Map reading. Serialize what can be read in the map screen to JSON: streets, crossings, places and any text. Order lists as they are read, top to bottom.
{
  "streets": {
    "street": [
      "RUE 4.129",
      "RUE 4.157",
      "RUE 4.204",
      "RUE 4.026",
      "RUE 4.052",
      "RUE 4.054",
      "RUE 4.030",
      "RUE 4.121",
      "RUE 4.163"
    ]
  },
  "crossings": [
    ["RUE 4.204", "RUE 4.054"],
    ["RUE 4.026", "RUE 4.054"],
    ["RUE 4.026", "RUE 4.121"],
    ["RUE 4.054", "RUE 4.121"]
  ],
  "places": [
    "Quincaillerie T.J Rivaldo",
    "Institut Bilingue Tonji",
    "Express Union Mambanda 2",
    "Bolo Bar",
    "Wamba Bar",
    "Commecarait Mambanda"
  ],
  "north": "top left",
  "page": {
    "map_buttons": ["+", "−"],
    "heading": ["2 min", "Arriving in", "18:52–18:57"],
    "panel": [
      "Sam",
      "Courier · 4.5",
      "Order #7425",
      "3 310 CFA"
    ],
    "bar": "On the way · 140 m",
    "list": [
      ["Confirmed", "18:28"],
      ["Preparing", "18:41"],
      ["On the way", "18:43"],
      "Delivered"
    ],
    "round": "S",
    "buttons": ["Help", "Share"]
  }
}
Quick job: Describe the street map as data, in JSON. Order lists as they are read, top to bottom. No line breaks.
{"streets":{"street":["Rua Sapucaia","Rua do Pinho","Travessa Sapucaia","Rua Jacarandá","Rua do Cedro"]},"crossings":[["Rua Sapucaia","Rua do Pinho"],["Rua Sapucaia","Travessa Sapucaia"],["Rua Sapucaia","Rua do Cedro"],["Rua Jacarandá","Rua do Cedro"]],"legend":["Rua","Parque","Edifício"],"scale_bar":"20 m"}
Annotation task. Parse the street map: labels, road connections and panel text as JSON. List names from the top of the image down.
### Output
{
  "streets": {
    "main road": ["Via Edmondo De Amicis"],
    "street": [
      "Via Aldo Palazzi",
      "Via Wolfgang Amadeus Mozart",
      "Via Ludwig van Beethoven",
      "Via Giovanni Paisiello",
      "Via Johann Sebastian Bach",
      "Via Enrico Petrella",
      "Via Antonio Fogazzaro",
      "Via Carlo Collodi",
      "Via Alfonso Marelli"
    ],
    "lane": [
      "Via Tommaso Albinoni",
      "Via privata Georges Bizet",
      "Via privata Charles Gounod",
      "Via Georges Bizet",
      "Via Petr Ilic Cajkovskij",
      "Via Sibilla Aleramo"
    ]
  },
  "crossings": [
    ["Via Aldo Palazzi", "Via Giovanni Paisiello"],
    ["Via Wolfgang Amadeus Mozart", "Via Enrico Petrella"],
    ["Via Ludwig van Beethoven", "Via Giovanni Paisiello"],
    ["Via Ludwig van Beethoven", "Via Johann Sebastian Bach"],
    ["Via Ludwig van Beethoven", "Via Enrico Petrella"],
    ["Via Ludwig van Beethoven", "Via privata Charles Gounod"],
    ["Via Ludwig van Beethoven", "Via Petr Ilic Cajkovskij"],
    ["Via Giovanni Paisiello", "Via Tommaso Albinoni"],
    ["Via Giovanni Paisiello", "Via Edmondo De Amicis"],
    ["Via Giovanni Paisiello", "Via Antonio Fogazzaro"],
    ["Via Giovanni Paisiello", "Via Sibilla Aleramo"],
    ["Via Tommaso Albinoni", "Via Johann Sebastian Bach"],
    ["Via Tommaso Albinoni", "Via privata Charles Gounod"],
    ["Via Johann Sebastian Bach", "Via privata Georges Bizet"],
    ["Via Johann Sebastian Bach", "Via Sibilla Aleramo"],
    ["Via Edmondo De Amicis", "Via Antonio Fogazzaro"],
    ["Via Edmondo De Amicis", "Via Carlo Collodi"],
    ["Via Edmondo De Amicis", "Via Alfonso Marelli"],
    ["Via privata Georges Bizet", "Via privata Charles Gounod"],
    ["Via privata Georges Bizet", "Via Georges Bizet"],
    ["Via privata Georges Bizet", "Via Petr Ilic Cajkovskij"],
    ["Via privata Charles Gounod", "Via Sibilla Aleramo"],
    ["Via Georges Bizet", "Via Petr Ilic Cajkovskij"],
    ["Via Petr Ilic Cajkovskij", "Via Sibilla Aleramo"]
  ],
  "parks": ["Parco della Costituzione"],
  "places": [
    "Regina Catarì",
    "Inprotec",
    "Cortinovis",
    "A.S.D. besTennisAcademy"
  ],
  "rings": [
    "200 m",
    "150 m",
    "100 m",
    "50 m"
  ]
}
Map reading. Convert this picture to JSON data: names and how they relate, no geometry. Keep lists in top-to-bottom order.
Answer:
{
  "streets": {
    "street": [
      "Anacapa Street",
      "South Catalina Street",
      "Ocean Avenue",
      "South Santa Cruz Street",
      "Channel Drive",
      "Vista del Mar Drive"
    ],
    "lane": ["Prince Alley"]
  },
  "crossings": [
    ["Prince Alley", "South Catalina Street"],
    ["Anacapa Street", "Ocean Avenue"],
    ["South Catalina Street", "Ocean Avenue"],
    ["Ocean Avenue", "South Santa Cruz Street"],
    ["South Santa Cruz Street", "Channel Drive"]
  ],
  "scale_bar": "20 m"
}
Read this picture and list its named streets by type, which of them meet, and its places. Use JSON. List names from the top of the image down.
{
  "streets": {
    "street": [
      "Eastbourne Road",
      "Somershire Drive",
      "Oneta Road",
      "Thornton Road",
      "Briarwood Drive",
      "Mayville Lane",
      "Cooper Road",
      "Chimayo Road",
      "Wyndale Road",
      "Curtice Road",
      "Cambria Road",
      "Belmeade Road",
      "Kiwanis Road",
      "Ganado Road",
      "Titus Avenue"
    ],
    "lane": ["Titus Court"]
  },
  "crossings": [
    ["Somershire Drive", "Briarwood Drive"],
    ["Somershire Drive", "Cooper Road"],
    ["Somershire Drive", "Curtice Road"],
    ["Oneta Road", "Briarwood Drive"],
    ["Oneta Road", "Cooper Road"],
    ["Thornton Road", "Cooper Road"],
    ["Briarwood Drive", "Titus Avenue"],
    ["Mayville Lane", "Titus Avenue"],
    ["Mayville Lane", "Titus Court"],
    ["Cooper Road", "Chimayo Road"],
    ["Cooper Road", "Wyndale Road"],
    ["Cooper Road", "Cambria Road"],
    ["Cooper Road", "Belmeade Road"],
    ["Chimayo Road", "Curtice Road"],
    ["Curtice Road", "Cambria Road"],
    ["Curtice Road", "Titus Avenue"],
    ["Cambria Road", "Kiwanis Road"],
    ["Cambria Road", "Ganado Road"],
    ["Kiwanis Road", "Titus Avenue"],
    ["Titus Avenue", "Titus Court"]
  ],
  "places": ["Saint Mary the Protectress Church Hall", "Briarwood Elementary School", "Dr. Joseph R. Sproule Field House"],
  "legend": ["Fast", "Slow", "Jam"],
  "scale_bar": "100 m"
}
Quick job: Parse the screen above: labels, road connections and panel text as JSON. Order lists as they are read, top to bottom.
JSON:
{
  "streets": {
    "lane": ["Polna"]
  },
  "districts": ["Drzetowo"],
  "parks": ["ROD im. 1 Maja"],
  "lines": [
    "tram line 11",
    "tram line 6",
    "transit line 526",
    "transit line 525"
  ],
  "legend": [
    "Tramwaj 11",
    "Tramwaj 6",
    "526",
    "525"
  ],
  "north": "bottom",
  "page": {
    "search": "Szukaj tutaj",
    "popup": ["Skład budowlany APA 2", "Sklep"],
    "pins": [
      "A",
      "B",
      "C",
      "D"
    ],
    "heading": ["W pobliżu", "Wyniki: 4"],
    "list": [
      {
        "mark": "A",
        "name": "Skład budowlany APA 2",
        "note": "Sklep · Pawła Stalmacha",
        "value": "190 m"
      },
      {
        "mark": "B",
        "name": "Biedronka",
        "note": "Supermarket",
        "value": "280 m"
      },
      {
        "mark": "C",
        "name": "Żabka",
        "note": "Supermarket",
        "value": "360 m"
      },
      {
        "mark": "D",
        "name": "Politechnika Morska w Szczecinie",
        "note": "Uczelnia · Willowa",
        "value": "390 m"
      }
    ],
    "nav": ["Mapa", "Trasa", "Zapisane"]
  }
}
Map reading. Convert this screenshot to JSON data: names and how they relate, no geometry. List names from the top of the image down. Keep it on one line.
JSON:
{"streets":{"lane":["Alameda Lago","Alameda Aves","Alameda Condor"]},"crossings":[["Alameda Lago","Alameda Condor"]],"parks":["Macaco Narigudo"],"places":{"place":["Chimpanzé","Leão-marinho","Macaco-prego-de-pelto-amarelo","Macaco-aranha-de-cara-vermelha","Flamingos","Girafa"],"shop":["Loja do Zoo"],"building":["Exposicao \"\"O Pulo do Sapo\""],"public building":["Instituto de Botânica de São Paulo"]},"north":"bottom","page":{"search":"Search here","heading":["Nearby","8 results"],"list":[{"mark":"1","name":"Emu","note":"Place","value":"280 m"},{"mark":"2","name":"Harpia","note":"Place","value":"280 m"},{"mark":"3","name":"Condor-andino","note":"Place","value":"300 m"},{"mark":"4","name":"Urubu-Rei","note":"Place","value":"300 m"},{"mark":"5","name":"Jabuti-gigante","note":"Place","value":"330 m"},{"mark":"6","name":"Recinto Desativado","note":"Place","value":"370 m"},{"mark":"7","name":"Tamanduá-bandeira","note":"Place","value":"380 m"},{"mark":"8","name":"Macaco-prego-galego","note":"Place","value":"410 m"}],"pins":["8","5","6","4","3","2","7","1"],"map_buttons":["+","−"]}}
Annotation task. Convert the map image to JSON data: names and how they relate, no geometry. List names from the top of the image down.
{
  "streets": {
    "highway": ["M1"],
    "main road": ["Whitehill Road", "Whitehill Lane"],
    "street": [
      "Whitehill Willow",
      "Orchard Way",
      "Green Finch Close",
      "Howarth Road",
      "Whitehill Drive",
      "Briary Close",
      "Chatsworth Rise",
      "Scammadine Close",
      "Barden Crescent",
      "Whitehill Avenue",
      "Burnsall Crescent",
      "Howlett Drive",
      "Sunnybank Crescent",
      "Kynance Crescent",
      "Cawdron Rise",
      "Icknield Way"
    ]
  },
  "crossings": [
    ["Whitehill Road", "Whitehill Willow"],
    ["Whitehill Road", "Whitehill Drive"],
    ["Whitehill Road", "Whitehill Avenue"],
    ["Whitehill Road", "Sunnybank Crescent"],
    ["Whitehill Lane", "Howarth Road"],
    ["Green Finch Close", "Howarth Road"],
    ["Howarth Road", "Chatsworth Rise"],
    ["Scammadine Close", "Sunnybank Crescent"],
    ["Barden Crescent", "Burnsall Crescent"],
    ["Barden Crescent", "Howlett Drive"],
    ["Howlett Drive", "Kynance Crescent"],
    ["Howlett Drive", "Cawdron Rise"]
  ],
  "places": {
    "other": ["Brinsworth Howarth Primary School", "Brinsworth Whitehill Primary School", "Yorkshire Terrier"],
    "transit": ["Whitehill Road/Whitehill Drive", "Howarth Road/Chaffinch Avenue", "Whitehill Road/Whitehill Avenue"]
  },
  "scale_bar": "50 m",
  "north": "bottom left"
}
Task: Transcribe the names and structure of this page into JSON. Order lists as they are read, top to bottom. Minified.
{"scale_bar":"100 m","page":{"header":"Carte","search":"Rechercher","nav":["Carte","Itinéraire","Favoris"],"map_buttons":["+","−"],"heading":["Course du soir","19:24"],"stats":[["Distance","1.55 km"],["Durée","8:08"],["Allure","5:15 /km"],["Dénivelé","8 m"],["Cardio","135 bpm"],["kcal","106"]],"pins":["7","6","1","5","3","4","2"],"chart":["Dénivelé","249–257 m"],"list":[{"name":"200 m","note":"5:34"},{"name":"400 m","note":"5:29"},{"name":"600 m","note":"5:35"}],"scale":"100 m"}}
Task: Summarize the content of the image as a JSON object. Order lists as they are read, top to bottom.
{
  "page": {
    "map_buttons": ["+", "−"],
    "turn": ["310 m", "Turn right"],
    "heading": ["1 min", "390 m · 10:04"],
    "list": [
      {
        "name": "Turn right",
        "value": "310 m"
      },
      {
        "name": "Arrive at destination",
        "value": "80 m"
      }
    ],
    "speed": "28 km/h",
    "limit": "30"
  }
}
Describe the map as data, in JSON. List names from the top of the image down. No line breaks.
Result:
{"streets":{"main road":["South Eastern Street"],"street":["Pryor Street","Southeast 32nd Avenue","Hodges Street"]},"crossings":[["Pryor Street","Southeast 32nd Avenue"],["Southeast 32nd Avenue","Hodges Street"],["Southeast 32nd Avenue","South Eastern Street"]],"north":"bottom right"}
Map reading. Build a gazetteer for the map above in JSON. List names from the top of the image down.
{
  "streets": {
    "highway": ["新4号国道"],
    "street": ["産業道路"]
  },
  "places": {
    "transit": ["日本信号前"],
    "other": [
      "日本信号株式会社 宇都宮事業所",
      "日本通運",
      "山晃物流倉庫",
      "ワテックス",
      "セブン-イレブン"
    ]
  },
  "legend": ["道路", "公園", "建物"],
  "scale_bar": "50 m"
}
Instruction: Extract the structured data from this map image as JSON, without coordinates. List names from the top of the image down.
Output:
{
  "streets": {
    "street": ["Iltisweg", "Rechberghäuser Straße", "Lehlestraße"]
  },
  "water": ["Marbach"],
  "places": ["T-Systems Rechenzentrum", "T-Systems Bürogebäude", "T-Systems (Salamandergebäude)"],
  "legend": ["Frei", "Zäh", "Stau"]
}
= = = = = = =
## Your goal:
Which lines in the data above hold the word "Ilic"? Return each of them.

## Solution to this exercise:
      "Via Petr Ilic Cajkovskij",
    ["Via Ludwig van Beethoven", "Via Petr Ilic Cajkovskij"],
    ["Via privata Georges Bizet", "Via Petr Ilic Cajkovskij"],
    ["Via Georges Bizet", "Via Petr Ilic Cajkovskij"],
    ["Via Petr Ilic Cajkovskij", "Via Sibilla Aleramo"]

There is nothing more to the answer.